1. Real property deposit made for an acquisition – A deposit of $38K paid out of the SMSF in May 2021 (not due to settle until 26 July 2021 for a purchase price of $462,000).
a. In this situation (Cash basis), is it more appropriate to report $38k or $462k on the financial position at 30 june 2021?
b. If it were accruals basis, is it more appropriate to report $38k or $462k at 30 june 2021?
2. Real property disposal – A contract to sell a different property was signed on 30 April 2021, however settlement did not occur until July 2021.
a. In this situation (Cash Basis), is it appropriate to report the asset as NIL at 30 june 2021 (reporting it disposed already essentially) or at its market value on the financial position since it has not settled yet?
b. If it were accruals basis, is it more appropriate to report at NIL or MV at 30 june 2021?

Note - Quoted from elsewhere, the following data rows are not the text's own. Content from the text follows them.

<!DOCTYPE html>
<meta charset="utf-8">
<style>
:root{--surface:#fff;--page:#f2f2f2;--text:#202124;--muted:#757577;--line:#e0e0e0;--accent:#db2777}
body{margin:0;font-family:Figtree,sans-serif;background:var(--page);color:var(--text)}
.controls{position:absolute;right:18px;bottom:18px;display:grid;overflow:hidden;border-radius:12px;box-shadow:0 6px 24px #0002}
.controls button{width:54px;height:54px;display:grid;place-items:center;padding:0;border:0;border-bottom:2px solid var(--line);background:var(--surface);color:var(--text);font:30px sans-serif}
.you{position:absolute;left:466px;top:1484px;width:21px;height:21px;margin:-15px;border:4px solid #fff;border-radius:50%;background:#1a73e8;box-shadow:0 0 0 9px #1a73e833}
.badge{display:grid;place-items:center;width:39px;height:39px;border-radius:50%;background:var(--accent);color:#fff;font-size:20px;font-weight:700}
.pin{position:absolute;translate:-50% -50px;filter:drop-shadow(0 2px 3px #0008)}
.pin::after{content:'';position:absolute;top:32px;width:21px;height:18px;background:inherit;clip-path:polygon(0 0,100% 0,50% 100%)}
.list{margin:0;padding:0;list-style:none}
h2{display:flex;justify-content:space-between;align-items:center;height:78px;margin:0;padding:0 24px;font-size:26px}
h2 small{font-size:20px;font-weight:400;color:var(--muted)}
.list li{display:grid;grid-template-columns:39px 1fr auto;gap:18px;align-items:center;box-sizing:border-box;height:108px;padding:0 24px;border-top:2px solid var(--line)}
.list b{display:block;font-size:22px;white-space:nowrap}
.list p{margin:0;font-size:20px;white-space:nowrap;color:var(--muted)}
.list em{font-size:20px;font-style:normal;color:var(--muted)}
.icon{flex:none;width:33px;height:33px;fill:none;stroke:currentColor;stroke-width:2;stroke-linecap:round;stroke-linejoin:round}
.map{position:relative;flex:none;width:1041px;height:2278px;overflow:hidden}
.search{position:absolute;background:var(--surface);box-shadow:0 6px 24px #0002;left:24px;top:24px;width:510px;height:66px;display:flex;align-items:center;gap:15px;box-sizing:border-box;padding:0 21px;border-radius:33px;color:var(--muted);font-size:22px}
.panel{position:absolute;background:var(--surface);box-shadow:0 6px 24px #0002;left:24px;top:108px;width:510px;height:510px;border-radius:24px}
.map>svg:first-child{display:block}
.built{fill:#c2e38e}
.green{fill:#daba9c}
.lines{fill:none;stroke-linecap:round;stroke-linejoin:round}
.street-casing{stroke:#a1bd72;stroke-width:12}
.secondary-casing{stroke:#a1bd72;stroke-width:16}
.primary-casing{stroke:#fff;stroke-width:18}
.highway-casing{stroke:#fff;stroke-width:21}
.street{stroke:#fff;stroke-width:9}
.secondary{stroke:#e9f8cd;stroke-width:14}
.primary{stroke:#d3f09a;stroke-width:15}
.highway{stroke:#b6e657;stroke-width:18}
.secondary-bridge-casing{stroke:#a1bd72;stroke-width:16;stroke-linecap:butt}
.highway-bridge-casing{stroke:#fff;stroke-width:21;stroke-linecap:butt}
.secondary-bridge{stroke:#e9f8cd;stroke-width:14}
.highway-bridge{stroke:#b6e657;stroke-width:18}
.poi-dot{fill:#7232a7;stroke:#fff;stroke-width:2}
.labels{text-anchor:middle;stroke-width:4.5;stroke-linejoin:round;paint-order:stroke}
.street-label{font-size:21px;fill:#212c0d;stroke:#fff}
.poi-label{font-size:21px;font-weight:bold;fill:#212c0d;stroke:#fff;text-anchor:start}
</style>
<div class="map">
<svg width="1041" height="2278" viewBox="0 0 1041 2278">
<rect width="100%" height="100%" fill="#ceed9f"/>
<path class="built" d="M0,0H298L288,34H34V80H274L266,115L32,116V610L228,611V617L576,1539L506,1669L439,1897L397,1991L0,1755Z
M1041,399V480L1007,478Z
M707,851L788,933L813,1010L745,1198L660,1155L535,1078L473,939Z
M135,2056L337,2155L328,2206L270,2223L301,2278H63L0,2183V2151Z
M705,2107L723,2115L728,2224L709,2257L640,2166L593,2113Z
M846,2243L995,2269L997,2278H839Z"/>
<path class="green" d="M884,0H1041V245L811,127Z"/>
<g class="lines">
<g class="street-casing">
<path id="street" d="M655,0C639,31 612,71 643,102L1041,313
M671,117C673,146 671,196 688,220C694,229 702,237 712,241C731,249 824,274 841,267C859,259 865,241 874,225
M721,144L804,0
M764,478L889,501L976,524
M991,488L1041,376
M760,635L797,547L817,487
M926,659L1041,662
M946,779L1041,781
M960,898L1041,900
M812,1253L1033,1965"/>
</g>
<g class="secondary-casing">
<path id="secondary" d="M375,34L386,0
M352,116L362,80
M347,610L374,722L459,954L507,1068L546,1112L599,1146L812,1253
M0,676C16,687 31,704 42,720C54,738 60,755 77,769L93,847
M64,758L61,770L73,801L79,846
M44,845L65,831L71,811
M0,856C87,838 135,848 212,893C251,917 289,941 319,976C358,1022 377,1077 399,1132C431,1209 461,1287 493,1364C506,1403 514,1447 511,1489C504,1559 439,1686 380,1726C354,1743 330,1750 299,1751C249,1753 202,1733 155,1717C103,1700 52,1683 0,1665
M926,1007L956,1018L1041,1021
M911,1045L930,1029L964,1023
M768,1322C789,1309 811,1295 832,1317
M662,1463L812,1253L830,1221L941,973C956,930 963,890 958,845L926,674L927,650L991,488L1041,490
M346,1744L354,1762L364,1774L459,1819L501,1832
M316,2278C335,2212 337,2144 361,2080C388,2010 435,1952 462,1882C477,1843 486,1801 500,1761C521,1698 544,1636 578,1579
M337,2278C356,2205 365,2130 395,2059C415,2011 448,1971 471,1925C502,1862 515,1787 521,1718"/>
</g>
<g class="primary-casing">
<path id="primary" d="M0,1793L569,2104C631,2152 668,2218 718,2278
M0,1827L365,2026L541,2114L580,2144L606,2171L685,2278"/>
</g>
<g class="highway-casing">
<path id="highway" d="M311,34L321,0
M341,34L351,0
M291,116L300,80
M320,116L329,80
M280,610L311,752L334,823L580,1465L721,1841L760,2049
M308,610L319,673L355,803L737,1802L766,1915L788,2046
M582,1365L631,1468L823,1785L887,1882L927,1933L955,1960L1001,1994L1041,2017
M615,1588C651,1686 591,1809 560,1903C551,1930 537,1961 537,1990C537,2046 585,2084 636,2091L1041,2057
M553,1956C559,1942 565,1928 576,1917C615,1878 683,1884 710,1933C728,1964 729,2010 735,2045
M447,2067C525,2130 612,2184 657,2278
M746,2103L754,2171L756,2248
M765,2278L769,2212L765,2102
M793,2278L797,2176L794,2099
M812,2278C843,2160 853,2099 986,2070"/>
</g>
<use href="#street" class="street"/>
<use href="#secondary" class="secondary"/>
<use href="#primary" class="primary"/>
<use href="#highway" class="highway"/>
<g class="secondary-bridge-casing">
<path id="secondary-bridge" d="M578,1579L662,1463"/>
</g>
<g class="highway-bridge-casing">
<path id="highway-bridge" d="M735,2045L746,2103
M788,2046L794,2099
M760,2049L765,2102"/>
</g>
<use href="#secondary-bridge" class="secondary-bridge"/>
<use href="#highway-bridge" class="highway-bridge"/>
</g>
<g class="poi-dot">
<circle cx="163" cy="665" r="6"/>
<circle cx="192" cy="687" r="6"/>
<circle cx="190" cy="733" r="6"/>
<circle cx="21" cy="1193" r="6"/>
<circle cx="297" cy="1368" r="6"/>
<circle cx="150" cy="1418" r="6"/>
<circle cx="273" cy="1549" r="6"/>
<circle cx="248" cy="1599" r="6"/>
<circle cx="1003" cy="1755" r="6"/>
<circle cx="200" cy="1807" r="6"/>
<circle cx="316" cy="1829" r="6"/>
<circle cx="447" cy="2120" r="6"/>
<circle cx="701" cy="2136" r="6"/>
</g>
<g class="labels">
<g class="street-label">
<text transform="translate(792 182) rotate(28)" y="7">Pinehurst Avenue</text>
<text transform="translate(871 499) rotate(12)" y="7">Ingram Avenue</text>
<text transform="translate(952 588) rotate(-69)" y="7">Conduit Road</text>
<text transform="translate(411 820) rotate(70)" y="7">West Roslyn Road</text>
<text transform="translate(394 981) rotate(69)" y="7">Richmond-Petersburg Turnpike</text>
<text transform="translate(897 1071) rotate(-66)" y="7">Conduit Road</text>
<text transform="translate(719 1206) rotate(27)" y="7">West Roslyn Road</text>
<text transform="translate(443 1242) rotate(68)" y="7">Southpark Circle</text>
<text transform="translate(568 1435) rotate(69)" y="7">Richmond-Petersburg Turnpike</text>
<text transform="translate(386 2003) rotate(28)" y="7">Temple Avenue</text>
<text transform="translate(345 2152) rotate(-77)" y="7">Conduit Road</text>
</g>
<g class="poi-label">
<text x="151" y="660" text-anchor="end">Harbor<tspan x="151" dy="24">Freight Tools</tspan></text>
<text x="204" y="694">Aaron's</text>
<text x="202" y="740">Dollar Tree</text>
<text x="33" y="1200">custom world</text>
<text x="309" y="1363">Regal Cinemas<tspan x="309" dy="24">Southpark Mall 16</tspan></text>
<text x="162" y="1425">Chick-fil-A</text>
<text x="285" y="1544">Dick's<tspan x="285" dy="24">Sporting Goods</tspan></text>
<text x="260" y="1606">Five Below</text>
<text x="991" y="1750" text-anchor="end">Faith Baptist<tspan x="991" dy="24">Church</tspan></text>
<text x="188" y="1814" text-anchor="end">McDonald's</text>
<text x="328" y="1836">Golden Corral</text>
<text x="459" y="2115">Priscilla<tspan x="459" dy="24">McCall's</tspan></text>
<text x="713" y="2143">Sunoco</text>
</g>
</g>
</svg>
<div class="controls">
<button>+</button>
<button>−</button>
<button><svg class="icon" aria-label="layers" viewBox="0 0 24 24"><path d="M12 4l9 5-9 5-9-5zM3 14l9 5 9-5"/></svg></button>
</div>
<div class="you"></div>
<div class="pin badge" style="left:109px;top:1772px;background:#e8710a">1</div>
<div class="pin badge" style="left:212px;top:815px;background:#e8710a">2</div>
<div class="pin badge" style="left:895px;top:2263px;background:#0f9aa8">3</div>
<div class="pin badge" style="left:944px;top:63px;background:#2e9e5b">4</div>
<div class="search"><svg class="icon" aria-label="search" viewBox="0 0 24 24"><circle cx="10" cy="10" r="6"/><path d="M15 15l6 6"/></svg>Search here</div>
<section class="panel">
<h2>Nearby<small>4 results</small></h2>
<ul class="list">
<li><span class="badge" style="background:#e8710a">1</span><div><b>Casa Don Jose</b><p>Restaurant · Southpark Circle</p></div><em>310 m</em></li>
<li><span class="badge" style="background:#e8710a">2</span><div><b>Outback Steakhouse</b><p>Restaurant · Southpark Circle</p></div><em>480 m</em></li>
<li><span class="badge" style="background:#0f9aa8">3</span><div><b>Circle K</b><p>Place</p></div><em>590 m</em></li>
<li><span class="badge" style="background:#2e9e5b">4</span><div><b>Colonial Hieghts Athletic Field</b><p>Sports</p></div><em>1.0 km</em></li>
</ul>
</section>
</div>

c. Where does the difference (the receivable amount) typically go when reported at NIL at year end but not yet settled?
If you could please note the distinctions ive raised would be very helpful for a client im dealing with and into the future.
Hi Mark
Firstly as the Fund is a non reporting entity there are different ways you could do the accounting in relation to the buy & the sell of the properties & different firms will adopt different approaches.
The notes to the financial statement should state on what basis the financial statements have been prepared.
My view is if a Fund purchases a property in May 2021 & settles in July 2021 you should take up the full cost of the property at 30 June 2021 and the liability at that date (re the balance due).
The full value of the property has been taken up at 30 June 2021 as I assume the notes to the accounts state that the cash basis has been used however liabilities are reflected at the date the Fund is contractually obliged to purchase the property.
As normally the tax date of purchase is the date the contract of purchase is signed it arguably assists from an accounting / tax perspective to record the purchase of the property at the date the contract is signed.
Given the above approach re the purchase of the property the same approach will be done re the sale in April 2021 and settlement in July 2021. That is the Fund will record a debtor at 30 June 2021 in relation to the balance owing in relation to the sale of the property. The balance owing will be shown as a sundry debtor in the financial statements and in the annual return as "other assets". Again I assume the notes to the financial statements will support this approach.
I note that from a tax perspective the tax date of sale is normally the date the contract of sale is signed it therefore it arguably assists from an accounting / tax perspective to record the purchase of the property at the date the contract is signed.